The only insider selling in the last 12 months has come from two William Blair–affiliated independent directors. No family or senior management insider has bought shares in the open market in at least a year. In a dual-class structure this matters less than at a one-share-one-vote company, but it is not a positive tell.
The Vedder Price legal-fee relationship with Director Nemeroff ($1.59M FY25) is a classic related-party setup that would typically trigger an ISS "against" recommendation at a non-controlled company. With Class B voting control, the outcome is moot.
Industry Context
Cat litter category. Global cat-litter market projected at $14.67B (2025) growing to $19.25B (2032) at 3.95% CAGR (Fortune Business Insights). Mordor Intelligence places the same market at $6.26B in 2026 growing at 4.14% CAGR to $7.66B in 2031 (narrower methodology — US retail only, excluding Asia). The structural shift is clay-to-crystal — the crystal segment grew 500% between 2019 and 2024 per NielsenIQ/Stackline data ODC cited in the Ultra Pet acquisition release. Lightweight clumping continues to outgrow the overall category (Q2 FY26 NielsenIQ data). E-commerce is the fastest-growth channel at 6.3% CAGR (Grand View Research). Top brands by dollar share: Tidy Cats (Purina/Nestlé), Fresh Step (Clorox), Arm & Hammer (Church & Dwight), then Cat's Pride (ODC) and a long tail of private label. Clorox's 2023 cyberattack created a one-time share gap that Fresh Step has partially but not fully recovered (Bloomberg, September 2024).

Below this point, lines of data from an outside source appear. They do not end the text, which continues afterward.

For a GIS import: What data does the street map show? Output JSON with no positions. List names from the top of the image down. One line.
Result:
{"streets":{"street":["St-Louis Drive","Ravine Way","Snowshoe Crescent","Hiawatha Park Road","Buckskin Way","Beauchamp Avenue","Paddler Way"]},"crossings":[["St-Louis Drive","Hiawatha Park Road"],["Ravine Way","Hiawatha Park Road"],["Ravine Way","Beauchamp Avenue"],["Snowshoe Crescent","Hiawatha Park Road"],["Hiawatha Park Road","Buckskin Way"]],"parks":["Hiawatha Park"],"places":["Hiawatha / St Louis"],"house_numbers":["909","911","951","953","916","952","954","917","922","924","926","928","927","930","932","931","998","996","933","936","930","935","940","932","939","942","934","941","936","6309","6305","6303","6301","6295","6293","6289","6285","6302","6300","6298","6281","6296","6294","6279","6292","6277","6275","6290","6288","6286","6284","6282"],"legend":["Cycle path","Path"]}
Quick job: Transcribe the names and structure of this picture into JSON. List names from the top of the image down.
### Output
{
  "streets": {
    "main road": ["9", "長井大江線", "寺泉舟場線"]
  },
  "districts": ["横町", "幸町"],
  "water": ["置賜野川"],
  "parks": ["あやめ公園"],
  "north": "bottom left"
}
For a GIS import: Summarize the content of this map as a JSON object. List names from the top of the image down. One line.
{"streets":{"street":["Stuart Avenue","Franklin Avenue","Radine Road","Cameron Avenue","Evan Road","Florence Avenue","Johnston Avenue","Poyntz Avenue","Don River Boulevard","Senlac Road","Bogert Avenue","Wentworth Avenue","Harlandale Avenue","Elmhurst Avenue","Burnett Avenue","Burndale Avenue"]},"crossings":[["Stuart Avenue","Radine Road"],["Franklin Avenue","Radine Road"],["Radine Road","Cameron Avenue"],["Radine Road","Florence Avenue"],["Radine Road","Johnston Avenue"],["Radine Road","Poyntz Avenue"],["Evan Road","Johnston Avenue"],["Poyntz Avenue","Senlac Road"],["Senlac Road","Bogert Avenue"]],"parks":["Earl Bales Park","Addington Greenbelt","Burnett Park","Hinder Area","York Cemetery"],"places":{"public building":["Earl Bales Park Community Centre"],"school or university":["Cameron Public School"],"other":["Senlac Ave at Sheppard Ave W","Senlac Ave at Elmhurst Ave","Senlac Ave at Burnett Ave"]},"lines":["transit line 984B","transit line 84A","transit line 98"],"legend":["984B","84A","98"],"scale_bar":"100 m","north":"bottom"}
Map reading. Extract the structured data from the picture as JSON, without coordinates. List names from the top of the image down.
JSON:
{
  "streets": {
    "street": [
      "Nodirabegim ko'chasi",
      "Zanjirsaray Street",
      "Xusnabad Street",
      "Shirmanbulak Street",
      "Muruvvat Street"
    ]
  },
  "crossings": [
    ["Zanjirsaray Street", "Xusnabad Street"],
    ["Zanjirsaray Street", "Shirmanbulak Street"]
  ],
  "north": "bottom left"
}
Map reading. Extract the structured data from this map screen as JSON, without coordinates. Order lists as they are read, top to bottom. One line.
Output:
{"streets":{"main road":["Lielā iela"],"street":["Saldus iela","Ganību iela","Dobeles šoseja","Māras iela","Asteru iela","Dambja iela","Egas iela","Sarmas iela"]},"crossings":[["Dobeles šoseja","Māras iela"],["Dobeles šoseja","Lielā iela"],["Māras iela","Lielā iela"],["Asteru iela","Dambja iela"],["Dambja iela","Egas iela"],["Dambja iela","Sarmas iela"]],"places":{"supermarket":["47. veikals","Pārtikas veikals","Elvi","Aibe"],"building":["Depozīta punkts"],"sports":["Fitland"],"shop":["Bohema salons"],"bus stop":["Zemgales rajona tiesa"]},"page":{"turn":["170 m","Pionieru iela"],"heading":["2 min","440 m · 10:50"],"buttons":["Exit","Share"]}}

Renewable diesel. EIA forecasts 255,000 b/d US RD production in 2026 — an all-time annual high. The blender's-to-45Z producer credit shift in January 2025 caused US biofuel imports to drop to a decade low and temporarily compressed RD producer margins. EPA's 2026 RVO of 5.61B gallons and biomass-based diesel mandate of 7.12B RINs are supportive. 22 US RD plants expected operational year-end 2026 (farmdocDaily). Key refiners: Diamond Green (Valero/Darling), Marathon Martinez, Phillips 66 Rodeo, Chevron REG. Chevron REG has idled capacity that offsets Diamond Green expansions, so aggregate capacity growth is slowing in 2026–27.
Bleaching clay / fluids purification market. Competitors include BASF (Sorbead), Clariant, W.R. Grace, Honeywell UOP, Arkema, Cabot, Axens, and Calgon Carbon. This is a "moderated fragmented" market (Databridge Market Research) where regional presence and technical-service capability matter as much as formulation. Oil-Dri's Metal-X and Metal-Z are positioned specifically for RD feedstock trace-metal removal — a niche within the broader adsorbents market.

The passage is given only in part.